■ **Problem to work on**
Each line of the material is to be written out exactly.

■ **Records provided**
#####

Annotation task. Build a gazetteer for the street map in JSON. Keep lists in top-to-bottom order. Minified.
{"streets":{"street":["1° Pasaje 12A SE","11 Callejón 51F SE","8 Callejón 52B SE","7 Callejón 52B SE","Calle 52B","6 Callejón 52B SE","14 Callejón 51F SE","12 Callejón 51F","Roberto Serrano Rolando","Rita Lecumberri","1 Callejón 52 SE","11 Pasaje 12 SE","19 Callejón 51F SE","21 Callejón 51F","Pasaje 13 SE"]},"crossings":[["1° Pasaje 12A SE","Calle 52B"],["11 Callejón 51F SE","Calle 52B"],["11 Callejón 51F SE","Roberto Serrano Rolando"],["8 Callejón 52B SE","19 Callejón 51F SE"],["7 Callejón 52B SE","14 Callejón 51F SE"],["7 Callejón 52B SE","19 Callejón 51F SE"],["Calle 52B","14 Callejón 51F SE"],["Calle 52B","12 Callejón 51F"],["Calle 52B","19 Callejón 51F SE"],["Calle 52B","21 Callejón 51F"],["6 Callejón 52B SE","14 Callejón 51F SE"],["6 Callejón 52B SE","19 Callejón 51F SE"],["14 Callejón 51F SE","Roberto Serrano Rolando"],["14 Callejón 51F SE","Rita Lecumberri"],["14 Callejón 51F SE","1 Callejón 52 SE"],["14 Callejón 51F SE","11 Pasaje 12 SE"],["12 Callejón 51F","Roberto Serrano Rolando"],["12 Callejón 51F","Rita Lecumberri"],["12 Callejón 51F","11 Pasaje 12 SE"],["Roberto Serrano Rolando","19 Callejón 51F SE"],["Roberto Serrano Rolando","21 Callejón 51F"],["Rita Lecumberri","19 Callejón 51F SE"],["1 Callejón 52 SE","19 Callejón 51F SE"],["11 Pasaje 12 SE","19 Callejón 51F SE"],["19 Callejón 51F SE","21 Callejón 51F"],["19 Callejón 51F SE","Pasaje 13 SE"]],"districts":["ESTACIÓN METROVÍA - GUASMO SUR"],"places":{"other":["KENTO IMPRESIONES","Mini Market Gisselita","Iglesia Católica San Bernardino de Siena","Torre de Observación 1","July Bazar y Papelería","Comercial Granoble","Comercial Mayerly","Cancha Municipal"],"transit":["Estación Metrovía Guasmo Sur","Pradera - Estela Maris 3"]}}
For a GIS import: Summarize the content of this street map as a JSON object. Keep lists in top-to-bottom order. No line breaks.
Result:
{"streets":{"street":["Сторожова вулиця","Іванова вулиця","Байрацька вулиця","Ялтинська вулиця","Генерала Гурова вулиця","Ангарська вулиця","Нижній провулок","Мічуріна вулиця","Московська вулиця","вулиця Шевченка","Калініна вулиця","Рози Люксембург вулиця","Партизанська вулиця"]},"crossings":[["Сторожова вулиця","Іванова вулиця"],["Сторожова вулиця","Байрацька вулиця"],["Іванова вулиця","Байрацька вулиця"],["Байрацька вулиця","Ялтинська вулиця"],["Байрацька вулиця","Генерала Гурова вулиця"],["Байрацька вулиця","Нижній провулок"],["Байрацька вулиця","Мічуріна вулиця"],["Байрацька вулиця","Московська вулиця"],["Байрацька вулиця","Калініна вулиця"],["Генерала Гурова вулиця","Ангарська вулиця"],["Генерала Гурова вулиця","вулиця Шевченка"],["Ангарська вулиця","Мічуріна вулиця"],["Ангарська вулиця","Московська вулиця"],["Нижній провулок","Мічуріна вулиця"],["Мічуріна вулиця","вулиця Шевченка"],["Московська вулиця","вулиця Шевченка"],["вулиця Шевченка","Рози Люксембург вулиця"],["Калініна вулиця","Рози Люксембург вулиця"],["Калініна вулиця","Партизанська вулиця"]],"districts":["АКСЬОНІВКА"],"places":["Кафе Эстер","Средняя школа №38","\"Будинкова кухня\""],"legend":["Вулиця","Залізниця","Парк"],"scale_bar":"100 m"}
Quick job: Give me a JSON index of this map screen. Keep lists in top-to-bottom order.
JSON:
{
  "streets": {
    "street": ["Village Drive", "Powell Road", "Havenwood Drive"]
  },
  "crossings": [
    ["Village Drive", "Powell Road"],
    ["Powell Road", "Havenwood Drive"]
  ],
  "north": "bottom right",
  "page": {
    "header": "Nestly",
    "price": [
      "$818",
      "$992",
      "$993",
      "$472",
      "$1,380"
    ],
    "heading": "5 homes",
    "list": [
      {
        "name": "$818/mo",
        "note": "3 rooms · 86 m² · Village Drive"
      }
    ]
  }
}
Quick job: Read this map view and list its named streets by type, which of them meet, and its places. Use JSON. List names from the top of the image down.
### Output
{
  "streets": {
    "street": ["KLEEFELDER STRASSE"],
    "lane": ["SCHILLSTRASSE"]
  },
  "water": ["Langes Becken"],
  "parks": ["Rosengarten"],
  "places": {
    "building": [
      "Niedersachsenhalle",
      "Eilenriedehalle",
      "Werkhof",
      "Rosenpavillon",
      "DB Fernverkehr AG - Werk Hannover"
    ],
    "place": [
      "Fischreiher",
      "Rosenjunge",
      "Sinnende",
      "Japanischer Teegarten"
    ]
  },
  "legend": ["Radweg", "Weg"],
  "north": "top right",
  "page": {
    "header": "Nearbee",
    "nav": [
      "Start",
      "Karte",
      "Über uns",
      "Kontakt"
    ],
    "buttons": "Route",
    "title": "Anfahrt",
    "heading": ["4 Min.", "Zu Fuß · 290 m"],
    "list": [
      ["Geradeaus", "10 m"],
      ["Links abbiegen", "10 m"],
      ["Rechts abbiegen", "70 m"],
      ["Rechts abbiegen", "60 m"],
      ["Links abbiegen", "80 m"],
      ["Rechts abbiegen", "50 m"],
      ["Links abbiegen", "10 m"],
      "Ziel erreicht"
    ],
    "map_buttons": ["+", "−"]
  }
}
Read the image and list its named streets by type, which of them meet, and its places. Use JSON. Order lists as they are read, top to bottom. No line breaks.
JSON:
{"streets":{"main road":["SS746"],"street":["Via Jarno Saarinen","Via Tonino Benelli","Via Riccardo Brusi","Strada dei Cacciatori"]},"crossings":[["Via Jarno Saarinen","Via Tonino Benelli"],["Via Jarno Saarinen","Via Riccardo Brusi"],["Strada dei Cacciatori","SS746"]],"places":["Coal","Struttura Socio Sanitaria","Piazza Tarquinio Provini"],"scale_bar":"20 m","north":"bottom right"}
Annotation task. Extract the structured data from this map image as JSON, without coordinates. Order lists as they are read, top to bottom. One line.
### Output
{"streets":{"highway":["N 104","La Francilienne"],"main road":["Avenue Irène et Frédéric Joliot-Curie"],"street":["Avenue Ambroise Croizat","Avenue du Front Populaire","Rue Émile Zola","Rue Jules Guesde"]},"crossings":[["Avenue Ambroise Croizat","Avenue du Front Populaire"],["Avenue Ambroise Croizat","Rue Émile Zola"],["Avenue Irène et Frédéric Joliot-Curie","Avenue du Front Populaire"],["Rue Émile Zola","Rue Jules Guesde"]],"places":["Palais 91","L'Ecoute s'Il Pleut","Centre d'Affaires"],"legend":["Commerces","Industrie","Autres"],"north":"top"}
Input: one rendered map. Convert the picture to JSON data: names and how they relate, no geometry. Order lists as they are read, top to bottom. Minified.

#####

■ **Exercise response**
Annotation task. Build a gazetteer for the street map in JSON. Keep lists in top-to-bottom order. Minified.
{"streets":{"street":["1° Pasaje 12A SE","11 Callejón 51F SE","8 Callejón 52B SE","7 Callejón 52B SE","Calle 52B","6 Callejón 52B SE","14 Callejón 51F SE","12 Callejón 51F","Roberto Serrano Rolando","Rita Lecumberri","1 Callejón 52 SE","11 Pasaje 12 SE","19 Callejón 51F SE","21 Callejón 51F","Pasaje 13 SE"]},"crossings":[["1° Pasaje 12A SE","Calle 52B"],["11 Callejón 51F SE","Calle 52B"],["11 Callejón 51F SE","Roberto Serrano Rolando"],["8 Callejón 52B SE","19 Callejón 51F SE"],["7 Callejón 52B SE","14 Callejón 51F SE"],["7 Callejón 52B SE","19 Callejón 51F SE"],["Calle 52B","14 Callejón 51F SE"],["Calle 52B","12 Callejón 51F"],["Calle 52B","19 Callejón 51F SE"],["Calle 52B","21 Callejón 51F"],["6 Callejón 52B SE","14 Callejón 51F SE"],["6 Callejón 52B SE","19 Callejón 51F SE"],["14 Callejón 51F SE","Roberto Serrano Rolando"],["14 Callejón 51F SE","Rita Lecumberri"],["14 Callejón 51F SE","1 Callejón 52 SE"],["14 Callejón 51F SE","11 Pasaje 12 SE"],["12 Callejón 51F","Roberto Serrano Rolando"],["12 Callejón 51F","Rita Lecumberri"],["12 Callejón 51F","11 Pasaje 12 SE"],["Roberto Serrano Rolando","19 Callejón 51F SE"],["Roberto Serrano Rolando","21 Callejón 51F"],["Rita Lecumberri","19 Callejón 51F SE"],["1 Callejón 52 SE","19 Callejón 51F SE"],["11 Pasaje 12 SE","19 Callejón 51F SE"],["19 Callejón 51F SE","21 Callejón 51F"],["19 Callejón 51F SE","Pasaje 13 SE"]],"districts":["ESTACIÓN METROVÍA - GUASMO SUR"],"places":{"other":["KENTO IMPRESIONES","Mini Market Gisselita","Iglesia Católica San Bernardino de Siena","Torre de Observación 1","July Bazar y Papelería","Comercial Granoble","Comercial Mayerly","Cancha Municipal"],"transit":["Estación Metrovía Guasmo Sur","Pradera - Estela Maris 3"]}}
For a GIS import: Summarize the content of this street map as a JSON object. Keep lists in top-to-bottom order. No line breaks.
Result:
{"streets":{"street":["Сторожова вулиця","Іванова вулиця","Байрацька вулиця","Ялтинська вулиця","Генерала Гурова вулиця","Ангарська вулиця","Нижній провулок","Мічуріна вулиця","Московська вулиця","вулиця Шевченка","Калініна вулиця","Рози Люксембург вулиця","Партизанська вулиця"]},"crossings":[["Сторожова вулиця","Іванова вулиця"],["Сторожова вулиця","Байрацька вулиця"],["Іванова вулиця","Байрацька вулиця"],["Байрацька вулиця","Ялтинська вулиця"],["Байрацька вулиця","Генерала Гурова вулиця"],["Байрацька вулиця","Нижній провулок"],["Байрацька вулиця","Мічуріна вулиця"],["Байрацька вулиця","Московська вулиця"],["Байрацька вулиця","Калініна вулиця"],["Генерала Гурова вулиця","Ангарська вулиця"],["Генерала Гурова вулиця","вулиця Шевченка"],["Ангарська вулиця","Мічуріна вулиця"],["Ангарська вулиця","Московська вулиця"],["Нижній провулок","Мічуріна вулиця"],["Мічуріна вулиця","вулиця Шевченка"],["Московська вулиця","вулиця Шевченка"],["вулиця Шевченка","Рози Люксембург вулиця"],["Калініна вулиця","Рози Люксембург вулиця"],["Калініна вулиця","Партизанська вулиця"]],"districts":["АКСЬОНІВКА"],"places":["Кафе Эстер","Средняя школа №38","\"Будинкова кухня\""],"legend":["Вулиця","Залізниця","Парк"],"scale_bar":"100 m"}
Quick job: Give me a JSON index of this map screen. Keep lists in top-to-bottom order.
JSON:
{
  "streets": {
    "street": ["Village Drive", "Powell Road", "Havenwood Drive"]
  },
  "crossings": [
    ["Village Drive", "Powell Road"],
    ["Powell Road", "Havenwood Drive"]
  ],
  "north": "bottom right",
  "page": {
    "header": "Nestly",
    "price": [
      "$818",
      "$992",
      "$993",
      "$472",
      "$1,380"
    ],
    "heading": "5 homes",
    "list": [
      {
        "name": "$818/mo",
        "note": "3 rooms · 86 m² · Village Drive"
      }
    ]
  }
}
Quick job: Read this map view and list its named streets by type, which of them meet, and its places. Use JSON. List names from the top of the image down.
### Output
{
  "streets": {
    "street": ["KLEEFELDER STRASSE"],
    "lane": ["SCHILLSTRASSE"]
  },
  "water": ["Langes Becken"],
  "parks": ["Rosengarten"],
  "places": {
    "building": [
      "Niedersachsenhalle",
      "Eilenriedehalle",
      "Werkhof",
      "Rosenpavillon",
      "DB Fernverkehr AG - Werk Hannover"
    ],
    "place": [
      "Fischreiher",
      "Rosenjunge",
      "Sinnende",
      "Japanischer Teegarten"
    ]
  },
  "legend": ["Radweg", "Weg"],
  "north": "top right",
  "page": {
    "header": "Nearbee",
    "nav": [
      "Start",
      "Karte",
      "Über uns",
      "Kontakt"
    ],
    "buttons": "Route",
    "title": "Anfahrt",
    "heading": ["4 Min.", "Zu Fuß · 290 m"],
    "list": [
      ["Geradeaus", "10 m"],
      ["Links abbiegen", "10 m"],
      ["Rechts abbiegen", "70 m"],
      ["Rechts abbiegen", "60 m"],
      ["Links abbiegen", "80 m"],
      ["Rechts abbiegen", "50 m"],
      ["Links abbiegen", "10 m"],
      "Ziel erreicht"
    ],
    "map_buttons": ["+", "−"]
  }
}
Read the image and list its named streets by type, which of them meet, and its places. Use JSON. Order lists as they are read, top to bottom. No line breaks.
JSON:
{"streets":{"main road":["SS746"],"street":["Via Jarno Saarinen","Via Tonino Benelli","Via Riccardo Brusi","Strada dei Cacciatori"]},"crossings":[["Via Jarno Saarinen","Via Tonino Benelli"],["Via Jarno Saarinen","Via Riccardo Brusi"],["Strada dei Cacciatori","SS746"]],"places":["Coal","Struttura Socio Sanitaria","Piazza Tarquinio Provini"],"scale_bar":"20 m","north":"bottom right"}
Annotation task. Extract the structured data from this map image as JSON, without coordinates. Order lists as they are read, top to bottom. One line.
### Output
{"streets":{"highway":["N 104","La Francilienne"],"main road":["Avenue Irène et Frédéric Joliot-Curie"],"street":["Avenue Ambroise Croizat","Avenue du Front Populaire","Rue Émile Zola","Rue Jules Guesde"]},"crossings":[["Avenue Ambroise Croizat","Avenue du Front Populaire"],["Avenue Ambroise Croizat","Rue Émile Zola"],["Avenue Irène et Frédéric Joliot-Curie","Avenue du Front Populaire"],["Rue Émile Zola","Rue Jules Guesde"]],"places":["Palais 91","L'Ecoute s'Il Pleut","Centre d'Affaires"],"legend":["Commerces","Industrie","Autres"],"north":"top"}
Input: one rendered map. Convert the picture to JSON data: names and how they relate, no geometry. Order lists as they are read, top to bottom. Minified.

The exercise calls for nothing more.